What is being asked –
Show every line from the data below that includes "Polish".

Source data –

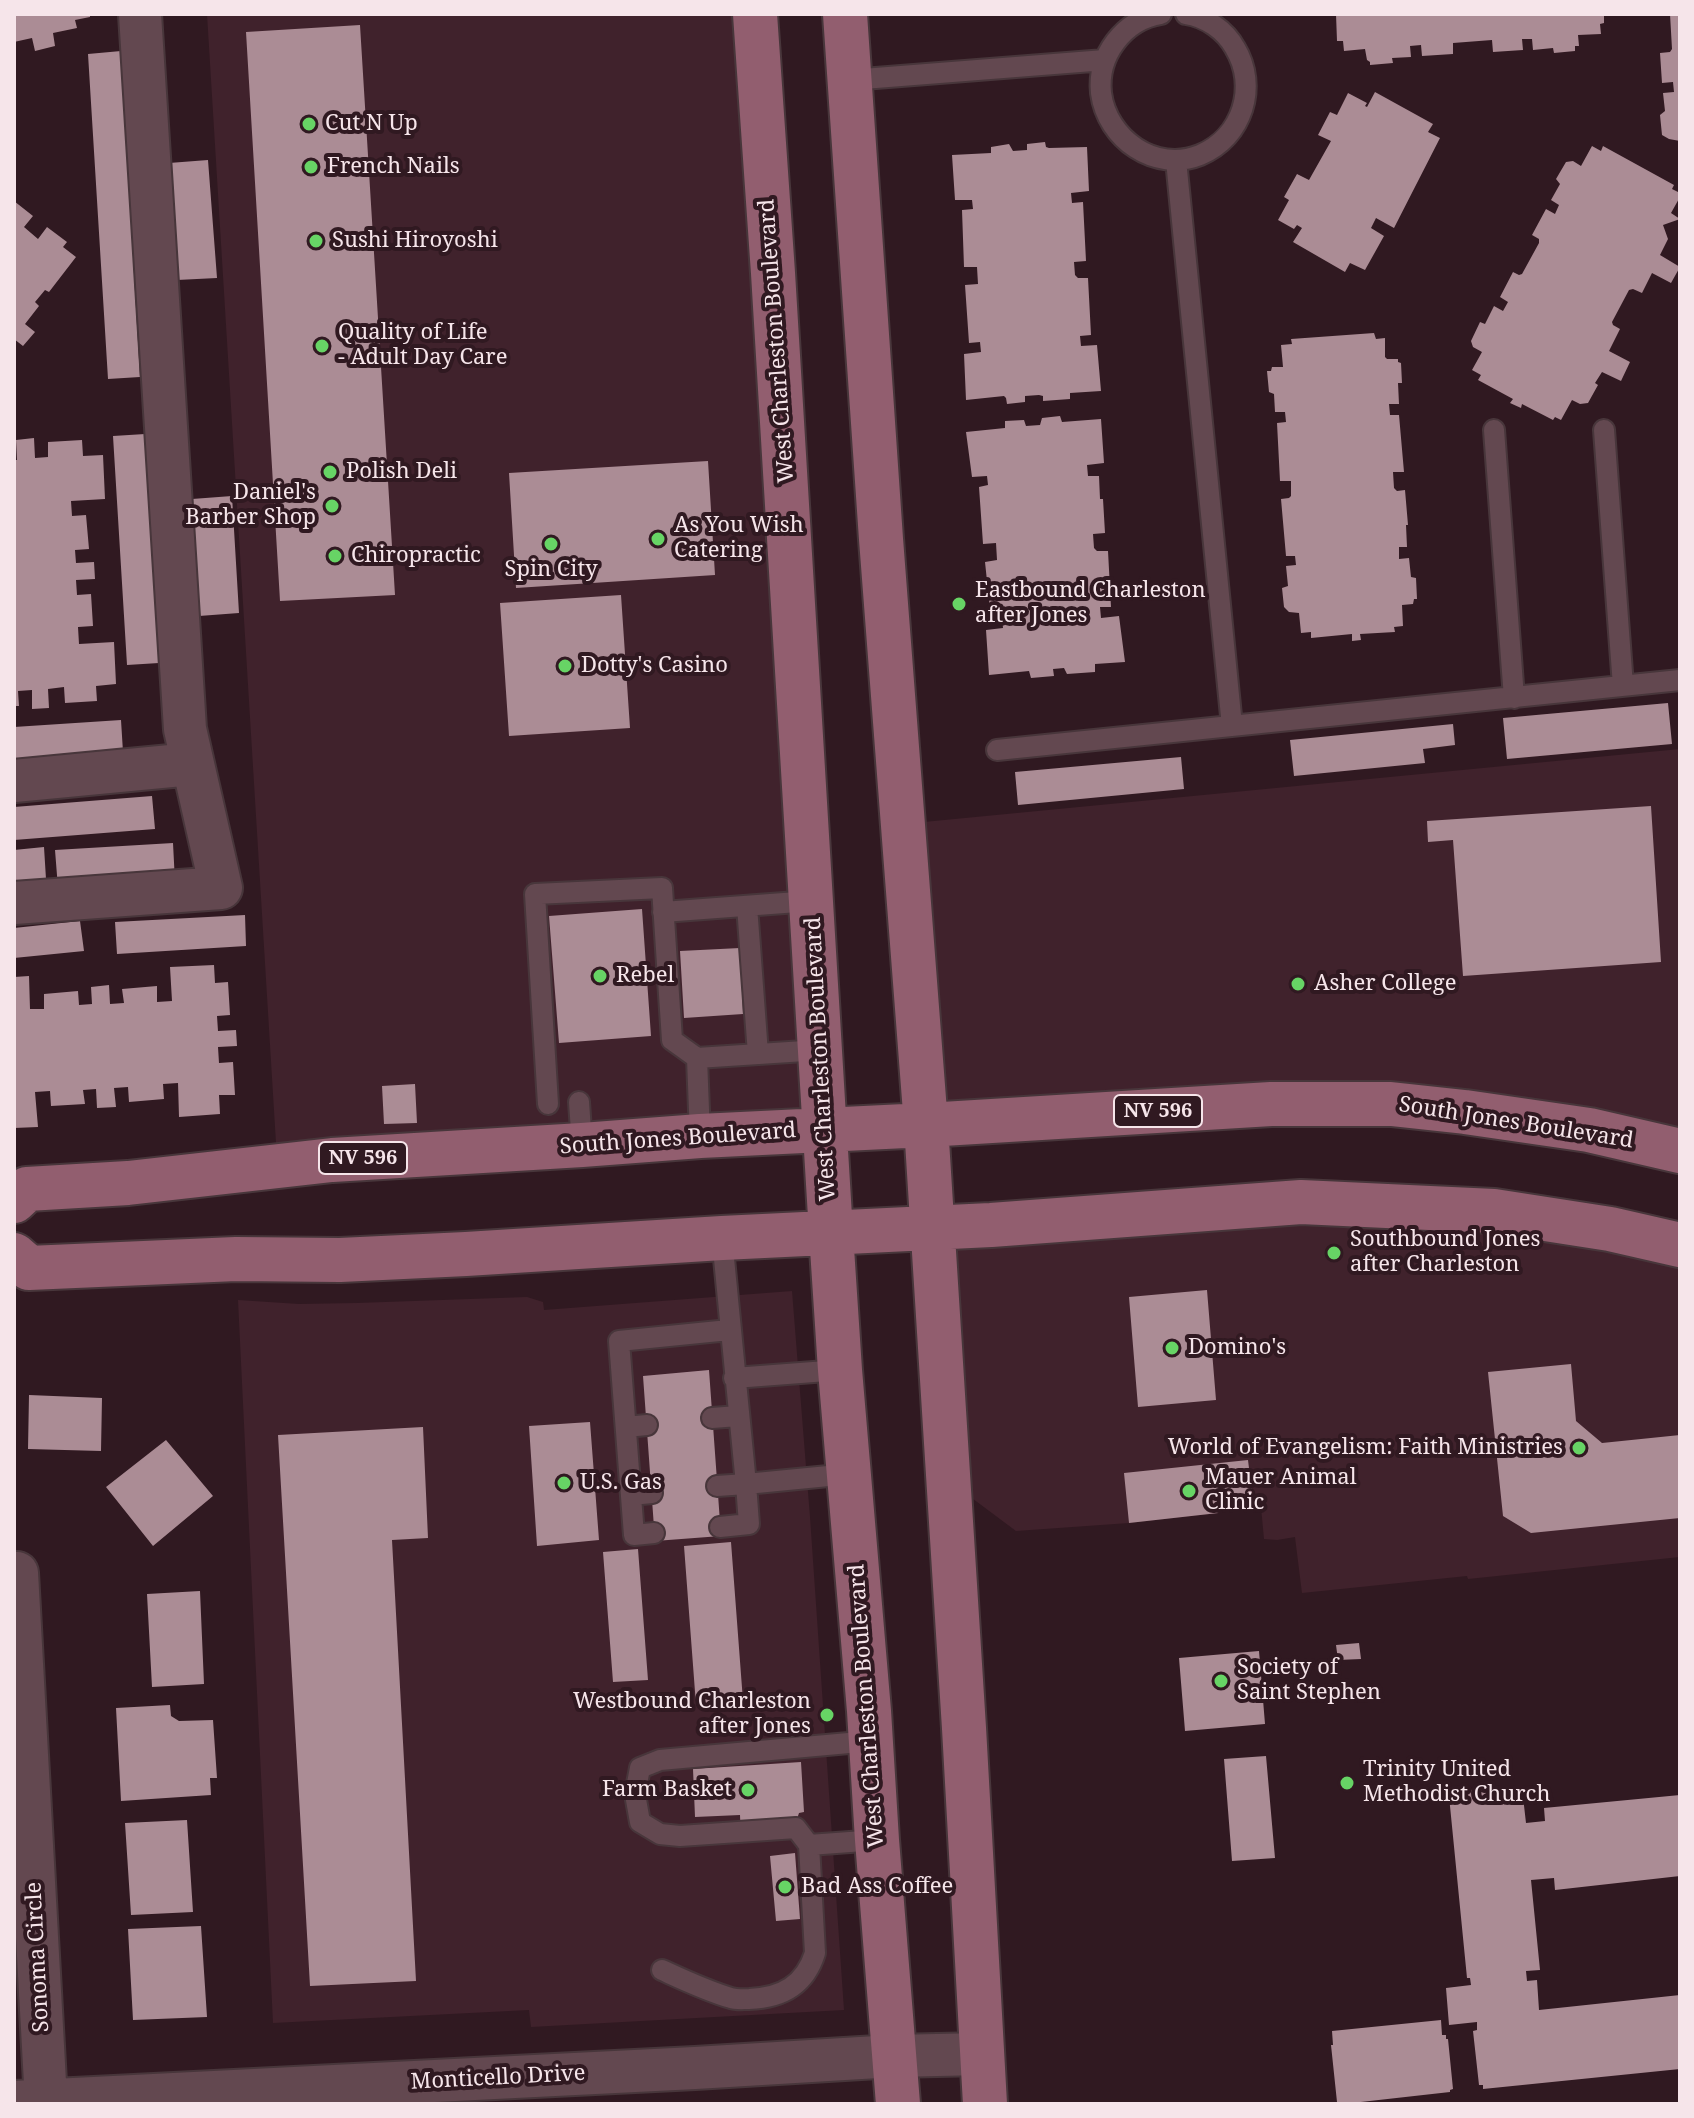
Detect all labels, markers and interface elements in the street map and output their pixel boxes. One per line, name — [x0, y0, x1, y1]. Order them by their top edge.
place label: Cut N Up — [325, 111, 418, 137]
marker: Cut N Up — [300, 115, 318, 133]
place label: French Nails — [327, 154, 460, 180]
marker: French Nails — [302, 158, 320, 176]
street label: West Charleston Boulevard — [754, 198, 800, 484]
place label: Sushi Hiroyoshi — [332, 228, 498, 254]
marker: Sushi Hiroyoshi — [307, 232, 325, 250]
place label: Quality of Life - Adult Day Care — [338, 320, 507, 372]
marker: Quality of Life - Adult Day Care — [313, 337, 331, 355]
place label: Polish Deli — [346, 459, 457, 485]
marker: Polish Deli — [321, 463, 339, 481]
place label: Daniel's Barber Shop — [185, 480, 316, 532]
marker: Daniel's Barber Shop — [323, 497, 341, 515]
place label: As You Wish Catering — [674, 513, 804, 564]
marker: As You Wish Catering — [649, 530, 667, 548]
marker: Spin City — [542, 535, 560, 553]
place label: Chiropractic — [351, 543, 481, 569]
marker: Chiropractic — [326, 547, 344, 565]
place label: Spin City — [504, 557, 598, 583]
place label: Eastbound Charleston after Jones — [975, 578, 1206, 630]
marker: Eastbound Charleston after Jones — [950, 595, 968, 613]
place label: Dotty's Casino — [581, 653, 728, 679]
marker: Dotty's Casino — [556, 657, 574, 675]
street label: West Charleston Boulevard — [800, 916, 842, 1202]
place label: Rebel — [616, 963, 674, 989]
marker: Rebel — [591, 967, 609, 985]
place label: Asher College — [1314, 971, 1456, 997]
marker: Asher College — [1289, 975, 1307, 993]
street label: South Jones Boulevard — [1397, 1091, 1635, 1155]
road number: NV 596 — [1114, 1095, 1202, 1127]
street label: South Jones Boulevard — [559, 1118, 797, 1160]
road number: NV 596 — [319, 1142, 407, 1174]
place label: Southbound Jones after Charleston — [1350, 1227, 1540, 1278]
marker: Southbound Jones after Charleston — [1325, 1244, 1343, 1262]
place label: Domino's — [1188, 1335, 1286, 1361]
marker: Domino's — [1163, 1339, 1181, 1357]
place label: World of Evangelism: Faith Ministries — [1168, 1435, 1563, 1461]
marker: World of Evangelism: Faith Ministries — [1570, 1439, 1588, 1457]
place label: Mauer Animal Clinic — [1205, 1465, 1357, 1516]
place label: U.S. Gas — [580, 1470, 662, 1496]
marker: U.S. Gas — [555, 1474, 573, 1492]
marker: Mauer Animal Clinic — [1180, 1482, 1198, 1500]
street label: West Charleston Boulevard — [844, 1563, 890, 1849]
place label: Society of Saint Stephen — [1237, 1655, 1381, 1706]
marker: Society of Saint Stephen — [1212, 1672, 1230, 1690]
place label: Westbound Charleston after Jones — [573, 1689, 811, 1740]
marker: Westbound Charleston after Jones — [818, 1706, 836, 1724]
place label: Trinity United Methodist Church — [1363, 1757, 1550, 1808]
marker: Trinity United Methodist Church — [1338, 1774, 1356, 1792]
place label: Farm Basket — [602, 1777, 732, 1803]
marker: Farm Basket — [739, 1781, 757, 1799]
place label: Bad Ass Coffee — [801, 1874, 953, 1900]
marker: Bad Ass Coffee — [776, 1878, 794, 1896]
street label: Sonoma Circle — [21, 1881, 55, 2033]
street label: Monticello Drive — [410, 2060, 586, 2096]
...
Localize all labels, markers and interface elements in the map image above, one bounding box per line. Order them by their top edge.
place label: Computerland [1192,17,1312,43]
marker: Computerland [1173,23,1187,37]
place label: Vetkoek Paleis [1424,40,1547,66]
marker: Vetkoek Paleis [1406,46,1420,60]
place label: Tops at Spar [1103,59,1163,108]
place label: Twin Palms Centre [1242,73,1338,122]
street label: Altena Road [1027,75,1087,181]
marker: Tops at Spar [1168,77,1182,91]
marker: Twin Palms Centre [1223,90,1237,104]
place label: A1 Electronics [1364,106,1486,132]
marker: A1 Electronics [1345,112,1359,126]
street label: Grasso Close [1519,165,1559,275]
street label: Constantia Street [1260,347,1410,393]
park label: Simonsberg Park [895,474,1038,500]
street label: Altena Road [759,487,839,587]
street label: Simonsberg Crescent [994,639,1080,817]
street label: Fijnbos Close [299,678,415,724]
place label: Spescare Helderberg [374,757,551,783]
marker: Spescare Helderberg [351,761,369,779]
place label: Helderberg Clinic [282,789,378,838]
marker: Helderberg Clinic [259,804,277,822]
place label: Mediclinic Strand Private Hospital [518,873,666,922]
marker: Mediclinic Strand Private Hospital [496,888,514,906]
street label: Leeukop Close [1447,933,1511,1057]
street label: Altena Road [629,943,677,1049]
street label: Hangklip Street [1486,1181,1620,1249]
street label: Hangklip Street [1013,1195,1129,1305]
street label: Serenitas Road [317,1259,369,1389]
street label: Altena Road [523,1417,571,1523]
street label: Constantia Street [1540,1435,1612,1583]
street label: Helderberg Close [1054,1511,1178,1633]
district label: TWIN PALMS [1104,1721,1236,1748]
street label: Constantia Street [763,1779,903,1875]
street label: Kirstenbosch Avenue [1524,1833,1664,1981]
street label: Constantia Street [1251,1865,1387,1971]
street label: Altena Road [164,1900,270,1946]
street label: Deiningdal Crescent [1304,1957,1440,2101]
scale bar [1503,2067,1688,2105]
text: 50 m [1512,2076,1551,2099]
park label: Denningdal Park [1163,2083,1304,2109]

Exercise response –
place label: Polish Deli — [346, 459, 457, 485]
marker: Polish Deli — [321, 463, 339, 481]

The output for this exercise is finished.